Rhonda Vincent has cut 17 albums of bluegrass mandolin prior to Back Home Again (Rounder). Though it's hard-core bluegrass à la Jimmy Martin and the Osborne Brothers, there's the same contemporary feel found in Alison Krauss and Emmylou Harris. Vincent's voice is downright seductive -- especially on her interpretation of Dolly Parton's "Jolene" -- which may be a first for bluegrass music.

No one's done a better job of connecting bluegrass with other styles than David Grisman. On Dawg Duos (Acoustic Disc), the mandolinist faces off with some of the best players in the acoustic music scene, including Mark O'Connor, Bryan Bowers, Vassar Clements, Bob Brozman and Béla Fleck, who, with Grisman, pulls off a witty revision of the Michel Legrand song "Windmills of Your Mind," here called "Clinch Mountain Windmills."

Speaking of Béla Fleck, the banjoist temporarily stepped away from the Flecktones to record The Bluegrass Sessions: Tales From the Acoustic Planet, Volume 2 (Warner Bros.). Picking at frightening speed are Tony Rice, Sam Bush, John Hartford and the seldom-heard Earl Scruggs. Credit the great sound to age: Most of the instruments dragged to the session were made in the '30s -- though Vassar Clements tops them all by playing his 300-year-old Duifooprugear fiddle.

Folksters Robin and Linda Williams are best known for their appearances on A Prairie Home Companion. In the Company of Strangers (Sugar Hill), which features Mary Chapin Carpenter, marks their 25th year of recording a unique style of top-drawer East Coast acoustic music that might as well be filed under imports to anyone living west of Kentucky.

Texas songwriter Guy Clark became a name back in the '70s when the outlaw movement ruled country and Jerry Jeff Walker made a hit out of Clark's "Desperadoes Waiting for a Train." Cold Dog Soup (Sugar Hill) is as dry and lean as anything he's recorded, sounding like it was taped in his living room. Since the death of Townes Van Zandt, Clark's inherited the mantle as poet laureate of Texas, as his latest proves.

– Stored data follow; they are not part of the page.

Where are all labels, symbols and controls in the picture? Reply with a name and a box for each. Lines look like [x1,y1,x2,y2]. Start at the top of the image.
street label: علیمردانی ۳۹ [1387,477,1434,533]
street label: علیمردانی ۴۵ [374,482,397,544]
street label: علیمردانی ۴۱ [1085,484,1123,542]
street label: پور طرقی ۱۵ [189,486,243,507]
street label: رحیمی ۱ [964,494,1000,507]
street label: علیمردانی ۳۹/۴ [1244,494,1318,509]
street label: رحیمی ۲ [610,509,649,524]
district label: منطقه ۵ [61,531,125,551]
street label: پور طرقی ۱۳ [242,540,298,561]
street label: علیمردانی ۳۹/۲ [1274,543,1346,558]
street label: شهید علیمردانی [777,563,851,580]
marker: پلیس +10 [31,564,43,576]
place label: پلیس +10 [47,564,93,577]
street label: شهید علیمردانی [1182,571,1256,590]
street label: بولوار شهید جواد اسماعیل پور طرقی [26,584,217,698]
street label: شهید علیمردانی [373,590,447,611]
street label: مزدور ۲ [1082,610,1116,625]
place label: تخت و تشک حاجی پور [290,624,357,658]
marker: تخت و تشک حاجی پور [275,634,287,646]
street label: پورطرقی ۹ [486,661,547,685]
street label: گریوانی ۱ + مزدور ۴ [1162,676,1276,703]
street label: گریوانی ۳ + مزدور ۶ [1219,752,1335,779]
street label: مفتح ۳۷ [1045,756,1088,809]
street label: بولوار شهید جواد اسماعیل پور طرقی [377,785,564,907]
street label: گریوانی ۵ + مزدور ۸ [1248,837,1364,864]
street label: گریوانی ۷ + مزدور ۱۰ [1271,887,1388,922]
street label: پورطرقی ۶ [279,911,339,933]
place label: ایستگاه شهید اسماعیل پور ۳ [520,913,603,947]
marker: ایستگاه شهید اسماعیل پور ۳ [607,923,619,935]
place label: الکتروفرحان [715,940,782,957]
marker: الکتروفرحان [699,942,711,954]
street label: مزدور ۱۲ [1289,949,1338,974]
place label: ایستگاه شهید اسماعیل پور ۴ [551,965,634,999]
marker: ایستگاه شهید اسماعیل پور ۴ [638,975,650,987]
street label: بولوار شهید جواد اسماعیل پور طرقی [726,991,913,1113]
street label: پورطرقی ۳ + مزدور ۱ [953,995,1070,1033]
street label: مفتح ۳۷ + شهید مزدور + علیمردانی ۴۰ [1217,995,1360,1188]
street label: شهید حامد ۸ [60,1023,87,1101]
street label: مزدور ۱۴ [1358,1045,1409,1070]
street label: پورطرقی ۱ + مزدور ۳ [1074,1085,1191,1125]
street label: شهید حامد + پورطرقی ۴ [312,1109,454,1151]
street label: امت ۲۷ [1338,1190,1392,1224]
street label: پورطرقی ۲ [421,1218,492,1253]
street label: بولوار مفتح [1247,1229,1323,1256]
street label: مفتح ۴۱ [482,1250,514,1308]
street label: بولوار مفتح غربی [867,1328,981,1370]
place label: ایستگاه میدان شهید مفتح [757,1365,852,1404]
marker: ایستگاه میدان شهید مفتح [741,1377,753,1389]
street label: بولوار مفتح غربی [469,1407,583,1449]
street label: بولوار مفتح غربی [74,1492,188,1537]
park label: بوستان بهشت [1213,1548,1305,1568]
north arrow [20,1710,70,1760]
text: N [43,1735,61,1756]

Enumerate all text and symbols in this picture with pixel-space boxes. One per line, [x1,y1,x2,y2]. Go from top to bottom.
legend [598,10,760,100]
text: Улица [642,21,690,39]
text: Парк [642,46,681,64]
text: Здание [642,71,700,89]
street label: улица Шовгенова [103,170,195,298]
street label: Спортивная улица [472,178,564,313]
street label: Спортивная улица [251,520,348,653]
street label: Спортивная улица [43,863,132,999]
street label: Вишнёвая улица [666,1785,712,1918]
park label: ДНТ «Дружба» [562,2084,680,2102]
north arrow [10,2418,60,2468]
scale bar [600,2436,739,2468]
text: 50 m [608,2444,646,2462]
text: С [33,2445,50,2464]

Closing off with Criminally Underrated Artists of the Month: Nothing new from The Persuasions in a while, but they're one of the greatest post-doo-wop-era a cappella bands. The New York street-corner band has probably sold fewer albums than the number of times you've washed the dishes this past year, but the hard-core warblers who cover both Bob Dylan and Frank Zappa tunes are still around. Buy them or risk not going to heaven.

Contact Dave McElfresh at his online address: [email protected]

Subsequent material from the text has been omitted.